This role is an invaluable part of Beacon Health's population health efforts. We believe that patient environments have both supports and barriers which significantly impact their health. This RN position works in close collaboration with the practice team to provide home/environmental/social assessment to the team for consideration in care planning. This RN promotes good health by working closely with the patient to limit the impact of environmental and social barriers and strengthen their supports in an effort to achieve better outcomes. This position is an extension of Beacon Health's practice based RN Care Coordination services. Oversees clinical care to patients with chronic disease, high cost of care, and/or less than ideal access to traditional outpatient medical services. Collaborates with the Medical Team and relevant community based supports to provide a model of care that ensures the delivery of quality, efficient, and cost effective healthcare services. Integrates evidence based clinical guidelines, preventive guidelines, protocols, and other metrics in the development of treatment plans that are patient-centric, promoting quality and efficiency in the delivery of healthcare. Utilizes evidence based shared decision making models and motivational interviewing to encourage positive behavior change. Completes home/community visits. Reports to: Community Care Team Program Manager.
Manage utilization and practice metrics to refine the delivery of care model to maximize clinical, quality and fiscal outcomes for the population
Monitor patient progress and promote early intervention in acute care situations
Provide safe transition of care across the continuum of care
Promote and convene communication among all service providers on behalf of and with the patient
Provide patient education, related to chronic disease management, home safety
Promote patient independence, safety and self-management
Demonstrate autonomy being accountable for their practice
Demonstrate the ability to negotiate and influence individual and group decision- making.
Adapt to a fluid, dynamic and rapidly changing environment.
Demonstrate leadership qualities in the areas of time management, problem solving, decision making, priority setting, delegation, organization, written/verbal communication and listening skills.
Implement monitoring systems for high-risk member to prevent and/or intervene early during acute exacerbations.
Works with the primary care practice team to ensure appropriate standing orders for acute exacerbation management (such as diuretic titration protocol).
Continuously evaluates all available patient information including, laboratory results, diagnostic tests, utilization patterns and other metrics to determine barriers to improved care, improved quality, and decreased cost. Provides regular progress updates to members of the care team.
Collaborates with providers, including community based organizations, to ensure smooth process in place when movement between settings occurs.
Provides home and community visits.
SKILLS AND ABILITIES:
Needs to be professional as well as knowledgeable, responsible, and accountable to provide patient care over the continuum and to assist in improving quality, cost, and patient/service satisfaction outcomes.
Will be responsible for assessment, planning and implementation process for a select group of patients in the outpatient setting.
Must be organized with the ability to self-motivate and prioritize a
variety of duties.
Proficient in computer literacy including but not limited to the electronic medical record, electronic data entry, retrieval and report generation.
Ability to work effectively with clinical and non-clinical staff and community organizations
Understanding of community services and how to access them.
Must have willingness to learn about and work with people who have behavioral health and substance abuse disorders.
Demonstrated ability to work with an interdisciplinary team.
Demonstrates excellent communication skills. Demonstrates the ability to perform multiple tasks simultaneously.
Ability to motivate others
Ability to work with people from diverse backgrounds and experiences
Ability to openly address and acknowledge observed issues and concerns
Must pass background check.
Demonstrates proficiency in basic computer skills, including accurate keyboard entry of data into relevant computer based databases and spreadsheets,
Attention to detail, and ability to be flexible in performing a variety of tasks.
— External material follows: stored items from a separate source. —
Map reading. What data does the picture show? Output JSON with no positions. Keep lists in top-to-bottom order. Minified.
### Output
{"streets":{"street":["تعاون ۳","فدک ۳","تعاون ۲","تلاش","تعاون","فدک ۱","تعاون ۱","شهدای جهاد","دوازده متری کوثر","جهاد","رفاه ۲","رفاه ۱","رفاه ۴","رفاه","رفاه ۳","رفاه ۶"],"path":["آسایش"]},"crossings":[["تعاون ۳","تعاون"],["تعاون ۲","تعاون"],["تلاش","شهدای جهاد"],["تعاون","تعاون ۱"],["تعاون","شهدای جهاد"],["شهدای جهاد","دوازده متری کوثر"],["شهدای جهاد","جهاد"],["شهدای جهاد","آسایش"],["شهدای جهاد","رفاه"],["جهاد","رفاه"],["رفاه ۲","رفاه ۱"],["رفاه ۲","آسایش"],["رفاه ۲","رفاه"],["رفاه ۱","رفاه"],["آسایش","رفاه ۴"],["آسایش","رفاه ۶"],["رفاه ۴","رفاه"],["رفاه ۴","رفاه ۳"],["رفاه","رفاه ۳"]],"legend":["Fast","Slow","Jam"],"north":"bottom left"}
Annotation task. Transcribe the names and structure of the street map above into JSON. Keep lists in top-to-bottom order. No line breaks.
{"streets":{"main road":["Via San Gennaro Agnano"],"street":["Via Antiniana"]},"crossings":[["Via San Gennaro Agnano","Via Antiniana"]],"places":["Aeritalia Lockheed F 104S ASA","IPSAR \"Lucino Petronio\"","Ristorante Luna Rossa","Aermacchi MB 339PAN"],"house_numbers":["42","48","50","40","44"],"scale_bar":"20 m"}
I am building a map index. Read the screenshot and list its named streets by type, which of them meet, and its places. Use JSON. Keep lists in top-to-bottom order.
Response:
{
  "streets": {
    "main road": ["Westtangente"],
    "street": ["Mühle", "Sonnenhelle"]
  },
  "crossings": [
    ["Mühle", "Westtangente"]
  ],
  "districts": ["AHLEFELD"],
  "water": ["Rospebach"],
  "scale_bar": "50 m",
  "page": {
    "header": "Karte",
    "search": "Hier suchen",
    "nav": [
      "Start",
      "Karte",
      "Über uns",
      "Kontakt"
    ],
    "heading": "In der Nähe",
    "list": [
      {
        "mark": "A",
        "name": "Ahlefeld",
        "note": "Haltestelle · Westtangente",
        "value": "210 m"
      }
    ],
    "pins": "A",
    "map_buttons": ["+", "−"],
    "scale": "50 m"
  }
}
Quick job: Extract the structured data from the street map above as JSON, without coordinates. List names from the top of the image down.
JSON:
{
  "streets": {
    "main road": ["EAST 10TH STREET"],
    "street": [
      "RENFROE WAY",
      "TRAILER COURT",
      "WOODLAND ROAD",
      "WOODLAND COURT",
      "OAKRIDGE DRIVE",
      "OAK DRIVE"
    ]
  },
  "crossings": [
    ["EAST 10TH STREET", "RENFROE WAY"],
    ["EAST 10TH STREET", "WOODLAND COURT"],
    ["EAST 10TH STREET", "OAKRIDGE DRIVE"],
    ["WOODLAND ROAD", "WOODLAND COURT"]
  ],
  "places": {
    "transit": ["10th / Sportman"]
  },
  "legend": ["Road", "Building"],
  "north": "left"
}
Demonstrated ability to complete projects within designated timelines and the ability to prioritize duties is required. Demonstrates proficiency with Microsoft Word and Windows & Excel, and the ability to learn various system software. Demonstrates ability to use basic office equipment, computer, fax machine, copier, calculator, etc.
EDUCATION AND/OR EXPERIENCE:
Registered Nurse with three to five years of recent (within the last 3 years) acute care experience or relevant experience required.
Licensed at an RN level by the State of Maine Board of Nursing.
Bachelor's degree in Nursing preferred
Experience in home health nursing preferred.
Knowledge of the basic principles of care management and care coordination required.
Valid Maine driver's license.
WORKING CONDITIONS/PHYSICAL DEMANDS:
Employee is exposed to environmental factors such as dust, fumes, temperature, humidity, heights, machinery, driving.
Other duties or comments specific to this position: Expected to drive on a wide range of roads and in inclement weather.
The specific statements shown in each section of this description are not intended to be all-inclusive. They represent typical elements considered necessary to successfully perform the job.
Equal Opportunity Employment
We are an equal opportunity, affirmative action employer and all qualified applicants will receive consideration for employment without regard to race, color, religion, age, disability status, gender, sexual orientation, ancestry, protected veteran status, national origin, genetic information or any other legally protected status.